Sunday, July 17, 2011

Brazil and Potentiality


[the estado do morumbi in Sao Paulo, on inauguration day in 1960; the stadium was opened only partially completed with a capacity of 70,000; the stadium once had a capacity of 120,000, though that has been reduced]

South American Correspondent Don Roman de la Mancha reports that the hysteria and speculation on Brazilian infrastructure is predictably heating up.  In the last decade the nation has enjoyed economic growth and stability (going from an IMF debtor nation to a creditor within a six year span) while implementing progressive social reforms.  Given this, it is not surprising that the expanding middle class is demanding more consumption.  More interesting for our purpose is the appetite for infrastructure they are exhibiting (this post on Pruned gave some early indication of this trend). 
[World Cup 2014 host cities, spread all over the country]

[a beltway under construction in Sao Paulo]

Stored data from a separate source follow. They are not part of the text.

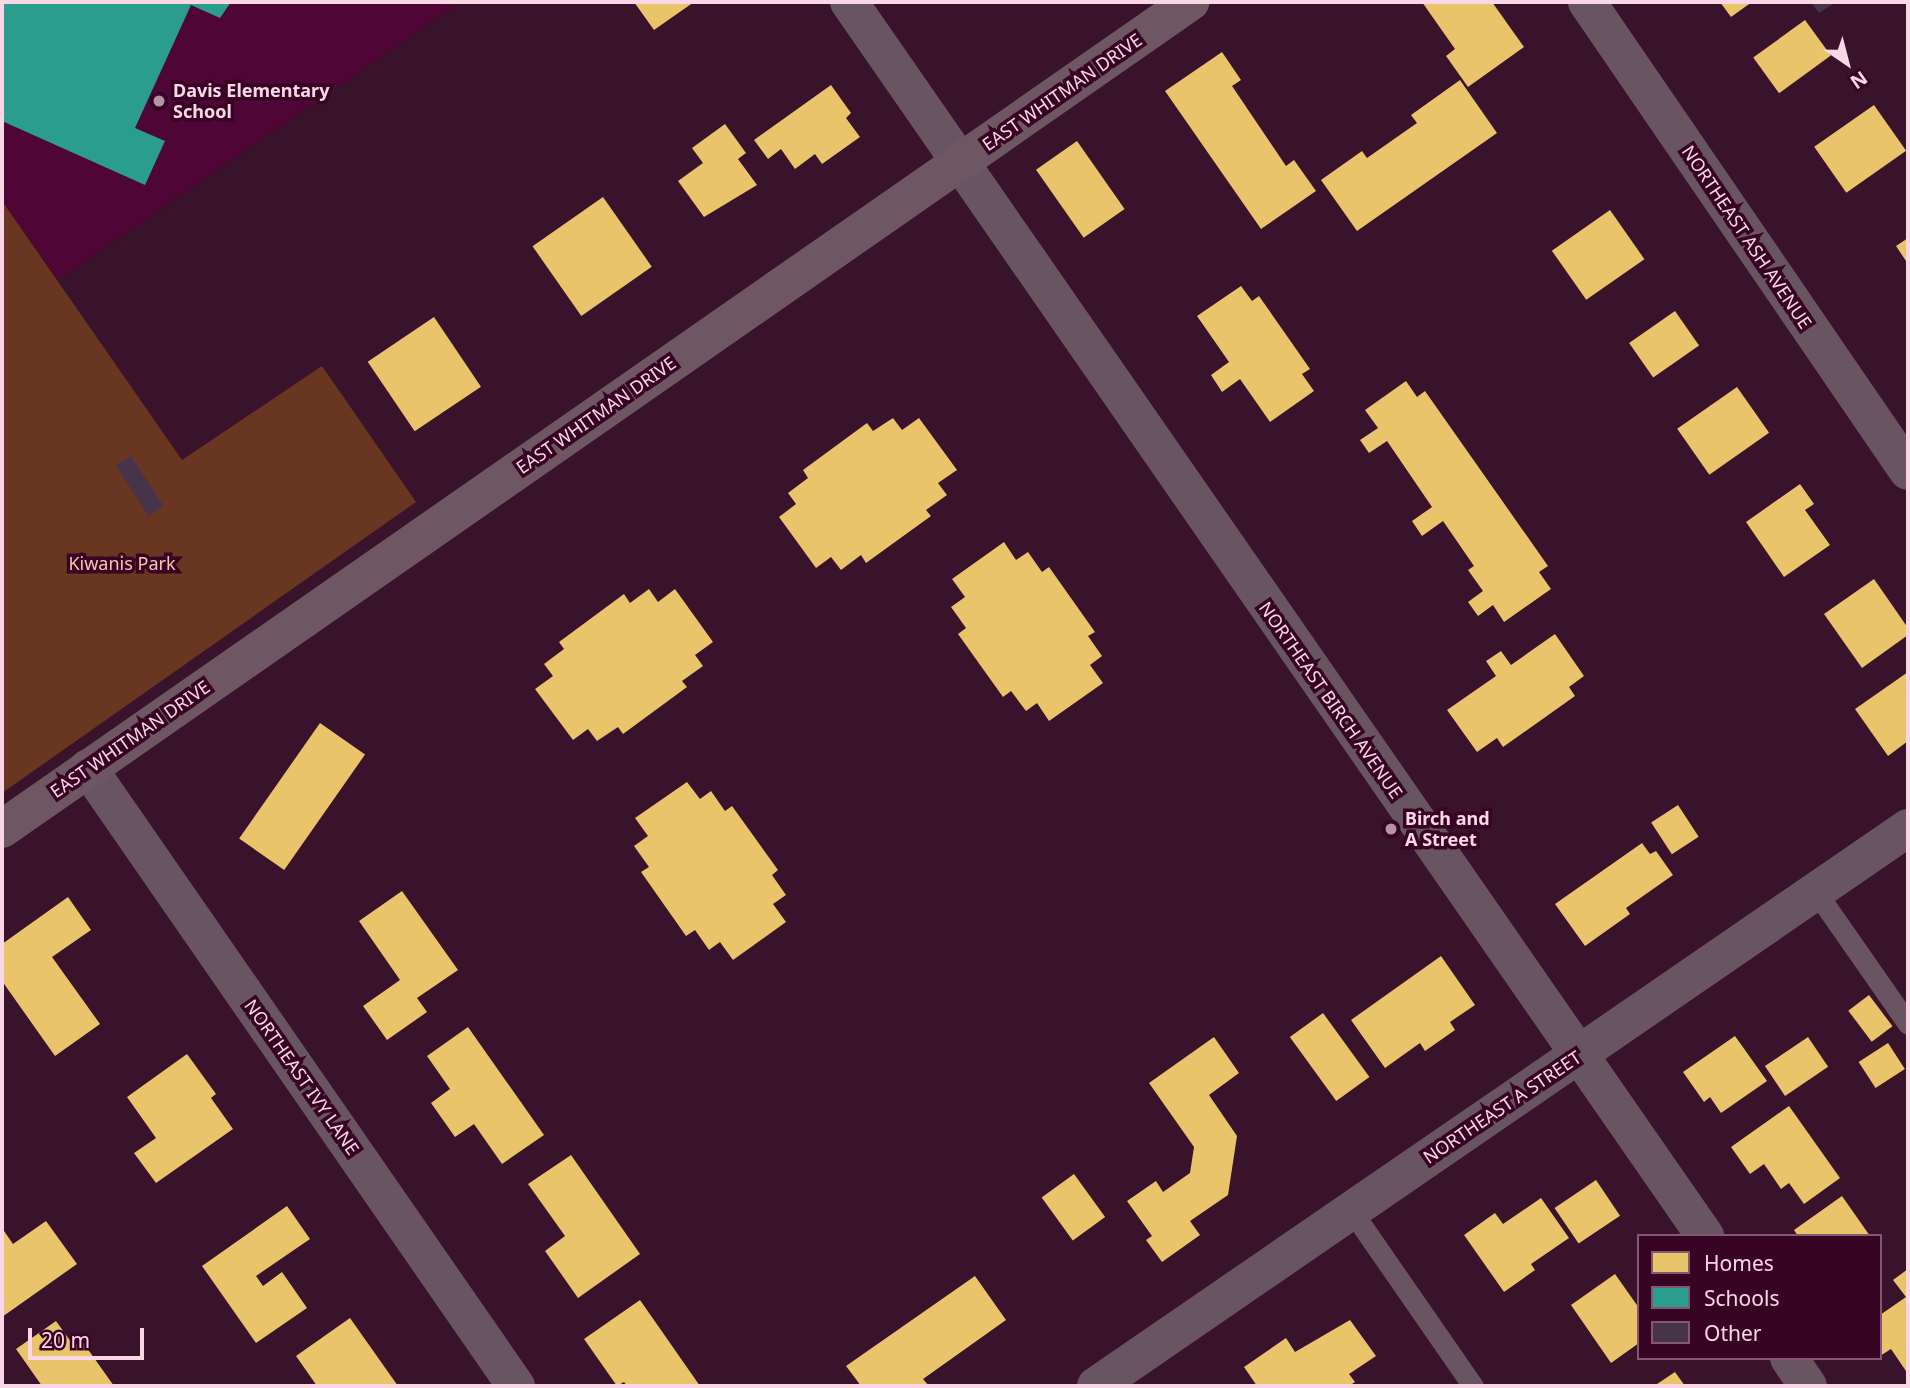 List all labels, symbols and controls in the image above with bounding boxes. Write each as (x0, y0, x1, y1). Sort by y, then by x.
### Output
north arrow (1812, 28, 1882, 98)
street label: EAST WHITMAN DRIVE (978, 29, 1146, 155)
text: N (1845, 65, 1873, 95)
place label: Davis Elementary School (173, 80, 329, 122)
marker: Davis Elementary School (151, 93, 167, 109)
street label: NORTHEAST ASH AVENUE (1678, 141, 1816, 333)
street label: EAST WHITMAN DRIVE (512, 352, 680, 478)
park label: Kiwanis Park (68, 552, 176, 574)
street label: NORTHEAST BIRCH AVENUE (1255, 597, 1407, 803)
street label: EAST WHITMAN DRIVE (46, 676, 214, 802)
place label: Birch and A Street (1405, 808, 1490, 850)
marker: Birch and A Street (1383, 821, 1399, 837)
street label: NORTHEAST IVY LANE (240, 995, 364, 1159)
street label: NORTHEAST A STREET (1419, 1046, 1585, 1168)
legend (1637, 1234, 1882, 1360)
text: Homes (1704, 1249, 1774, 1277)
text: Schools (1704, 1284, 1779, 1312)
scale bar (32, 1314, 147, 1358)
text: Other (1704, 1319, 1761, 1347)
text: 20 m (41, 1326, 90, 1354)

Both the World Cup and Summer Olympics are coming to this sprawling nation within a two year span beginning in 2014.  With host cities spread over an area larger than the whole of Western Europe*, and mega-cities such as Sao Paulo and Rio requiring significant upgrades to existing transit, sanitary, telecom and logistical systems, and a wealth of freshwater, productive farmland, and hydrocarbon and mineral wealth, the demand for infrastructure is understandable.  Partnerships with Peru to construct the inter-oceanic highway and open up further trading with China and India, or buddy loans to Argentina allowing them to repay their own World Bank debts and continued cooperation with Venezuela and the other nations of the MERCOSUR suggest that Brazil might be establishing an American hegemonic block that is not dominated by the US sphere of influence established by the Monroe Doctrine.  Truly, Brazil is taking the fuck off.

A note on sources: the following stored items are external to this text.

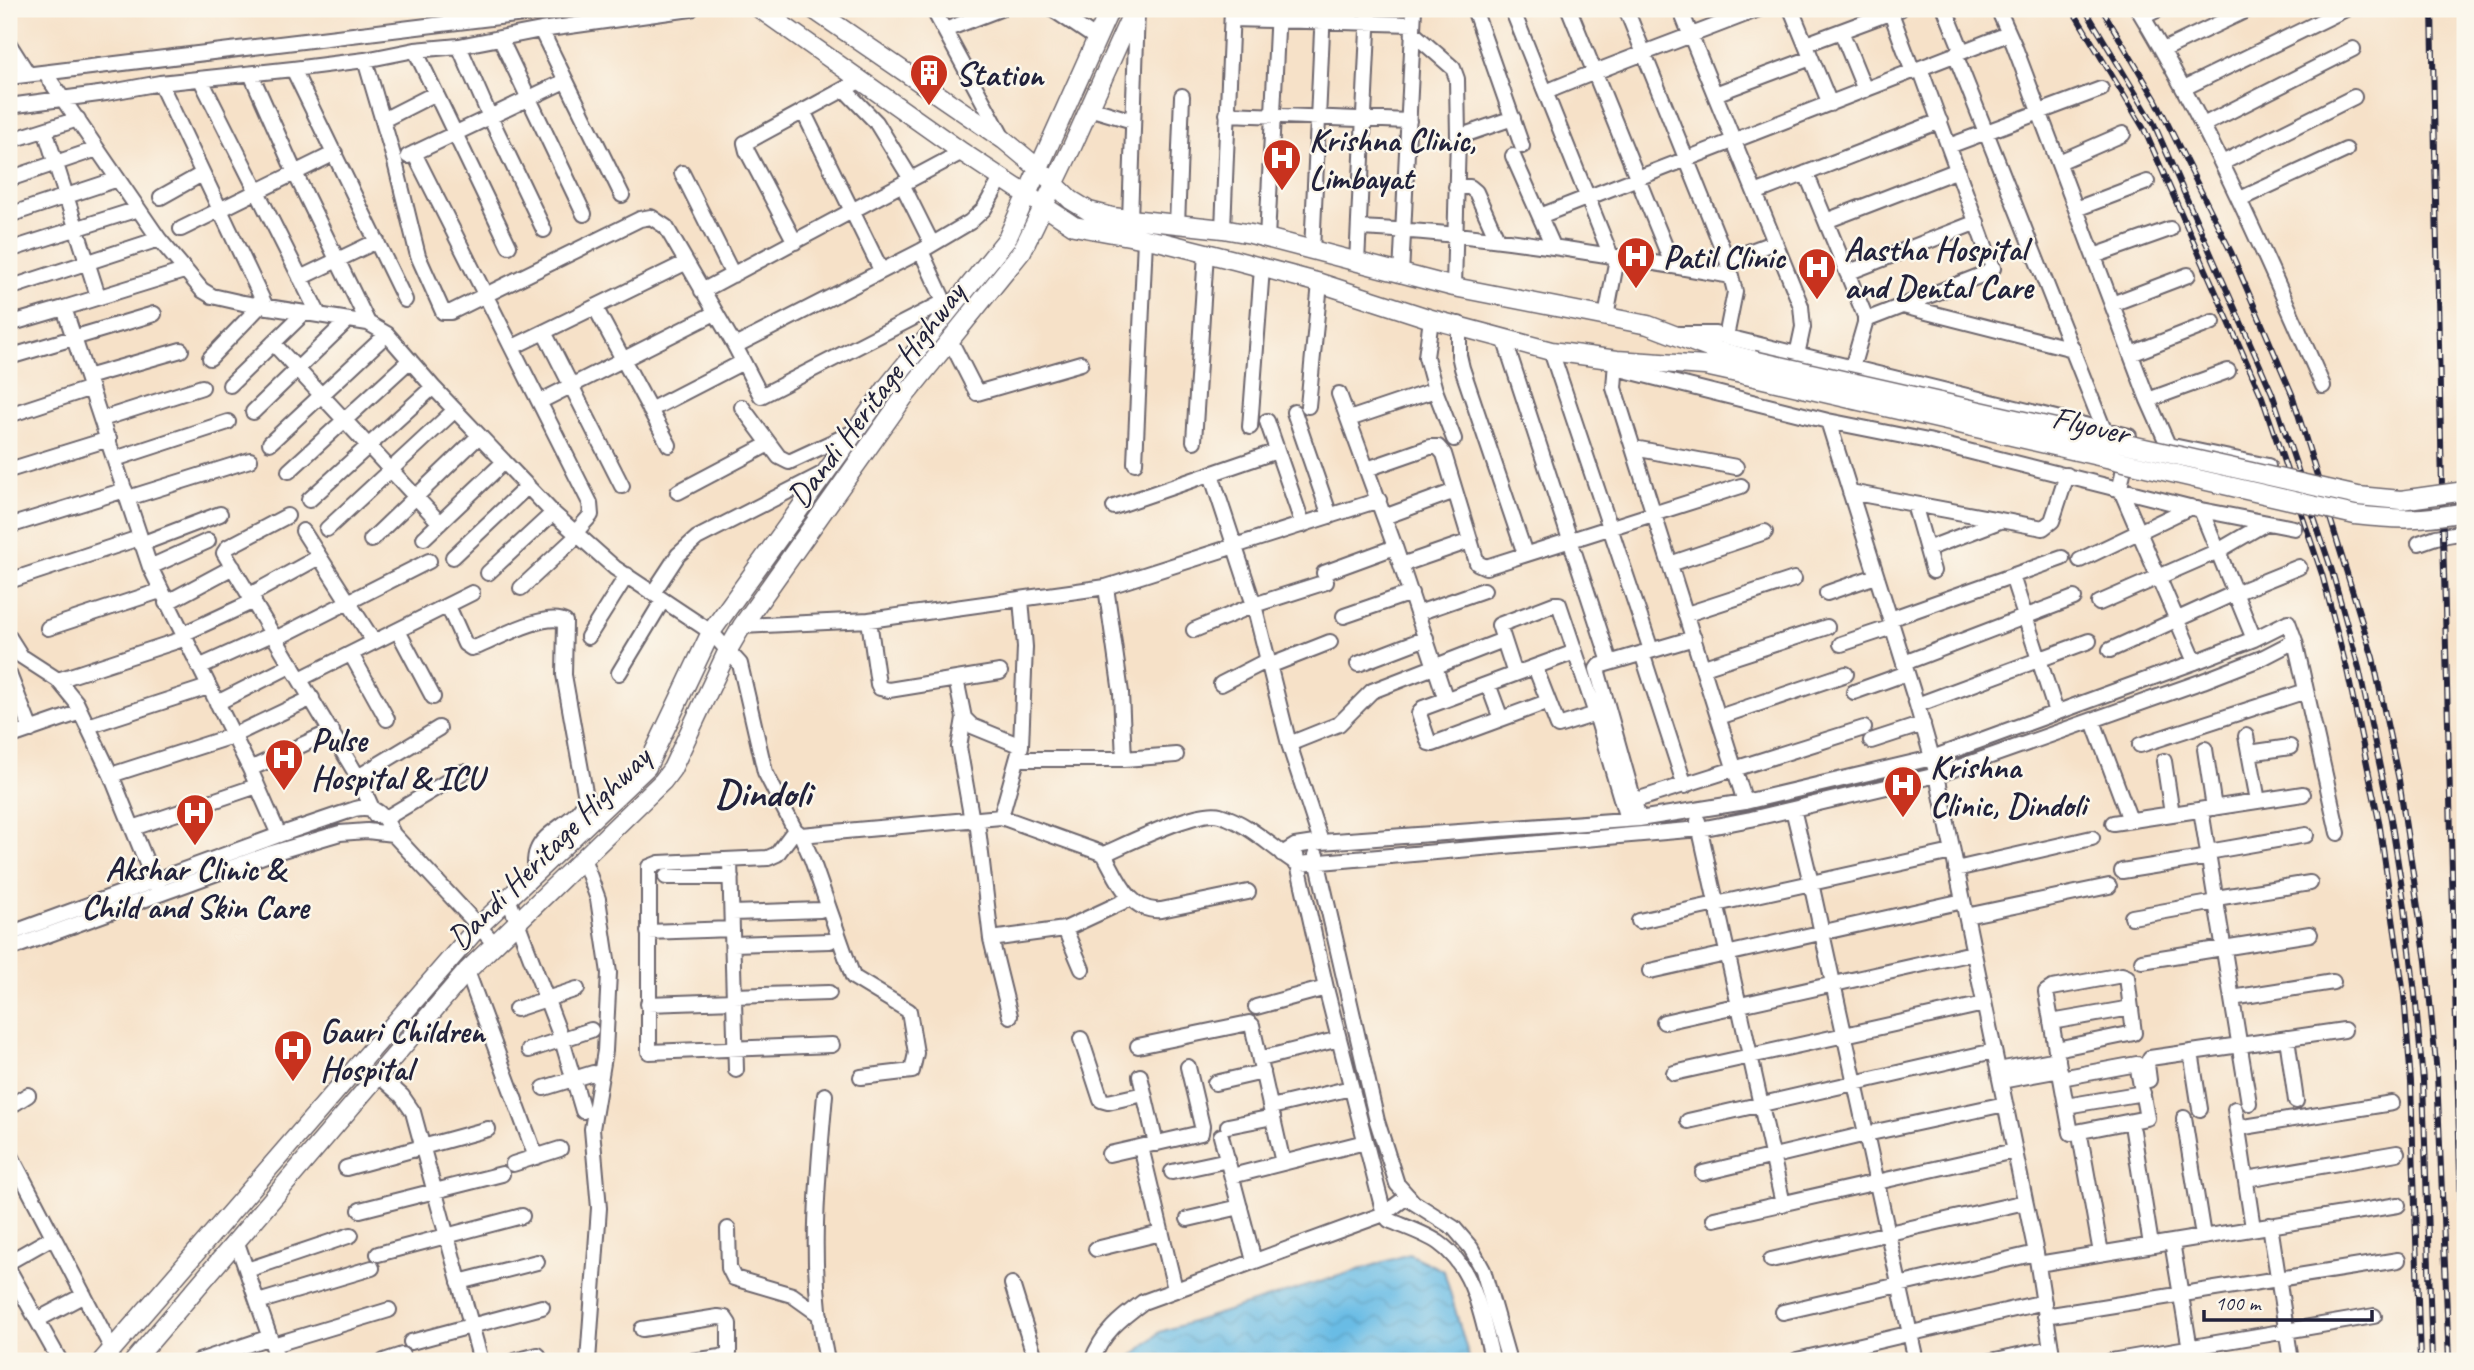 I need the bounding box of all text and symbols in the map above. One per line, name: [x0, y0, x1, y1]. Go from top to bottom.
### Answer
building icon: Station: [908, 52, 950, 107]
place label: Station: [956, 53, 1045, 95]
place label: Krishna Clinic, Limbayat: [1309, 119, 1476, 199]
hospital icon: Krishna Clinic, Limbayat: [1261, 137, 1303, 192]
place label: Aastha Hospital and Dental Care: [1844, 228, 2036, 308]
hospital icon: Patil Clinic: [1615, 235, 1657, 290]
place label: Patil Clinic: [1663, 236, 1786, 278]
hospital icon: Aastha Hospital and Dental Care: [1796, 246, 1838, 301]
street label: Dandi Heritage Highway: [777, 272, 976, 515]
street label: Flyover: [2048, 396, 2136, 455]
place label: Pulse Hospital & ICU: [311, 719, 489, 799]
street label: Dandi Heritage Highway: [438, 735, 661, 958]
hospital icon: Pulse Hospital & ICU: [263, 737, 305, 792]
place label: Krishna Clinic, Dindoli: [1930, 746, 2091, 826]
hospital icon: Krishna Clinic, Dindoli: [1882, 764, 1924, 819]
district label: Dindoli: [715, 768, 816, 818]
hospital icon: Akshar Clinic & Child and Skin Care: [174, 792, 216, 847]
place label: Akshar Clinic & Child and Skin Care: [82, 848, 311, 928]
place label: Gauri Children Hospital: [320, 1010, 487, 1090]
hospital icon: Gauri Children Hospital: [272, 1028, 314, 1083]
scale bar: [2204, 1279, 2372, 1323]
text: 100 m: [2215, 1290, 2262, 1316]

Of course, this has happened before.  Once a heavily populated region, the extent of which we may only now be beginning to understand, the landscape claimed and settled by the Portuguese adventures in the 15th century was not a virgin tropical paradise but rather an urbanized infra-natural landscape undergoing a massive and violent process of what might today be called “re-wilding”.  However, instead of an ill-conceived public housing project, this rewilding process was taking place on a continental scale in a landscape unlike anything ever seen by Europeans, who interpreted the landscape as an untouched, pristine wilderness.

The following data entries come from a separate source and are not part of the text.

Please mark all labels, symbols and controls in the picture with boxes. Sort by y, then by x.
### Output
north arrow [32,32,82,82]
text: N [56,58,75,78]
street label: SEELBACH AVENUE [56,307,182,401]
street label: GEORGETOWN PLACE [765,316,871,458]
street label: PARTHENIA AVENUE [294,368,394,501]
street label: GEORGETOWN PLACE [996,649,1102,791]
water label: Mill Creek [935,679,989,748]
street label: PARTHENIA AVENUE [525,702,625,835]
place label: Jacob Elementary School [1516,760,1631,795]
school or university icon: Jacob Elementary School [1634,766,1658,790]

The allure of Brazil- what might be characterized by the unwieldy word “potentiality”- seduced the Portuguese across the Line of Demarcation, drew British surveyors into the interior, and inspired Kubitschek to make like Fitzcarraldo and build Brasilia.  Drunkenly rifling through the annals of failed Brazilian utopias and underfunded exploratory and infrastructural undertakings, DRDLM stumbled across the story of Fordlandia.  Founded in 1928 by Henry Ford as a company town in the middle of the Amazon, the town was intended to cultivate and manage a rubber plantation to provide cheap tires for his booming car business.  Unfortunately, Ford’s men choose infertile, rocky soil and planted all the same species of rubber tree close together in a plantation, allowing them to share pests and blight freely.  
[aerial view of Fordlandia on the Tapajos River in Brazil in the 1930's]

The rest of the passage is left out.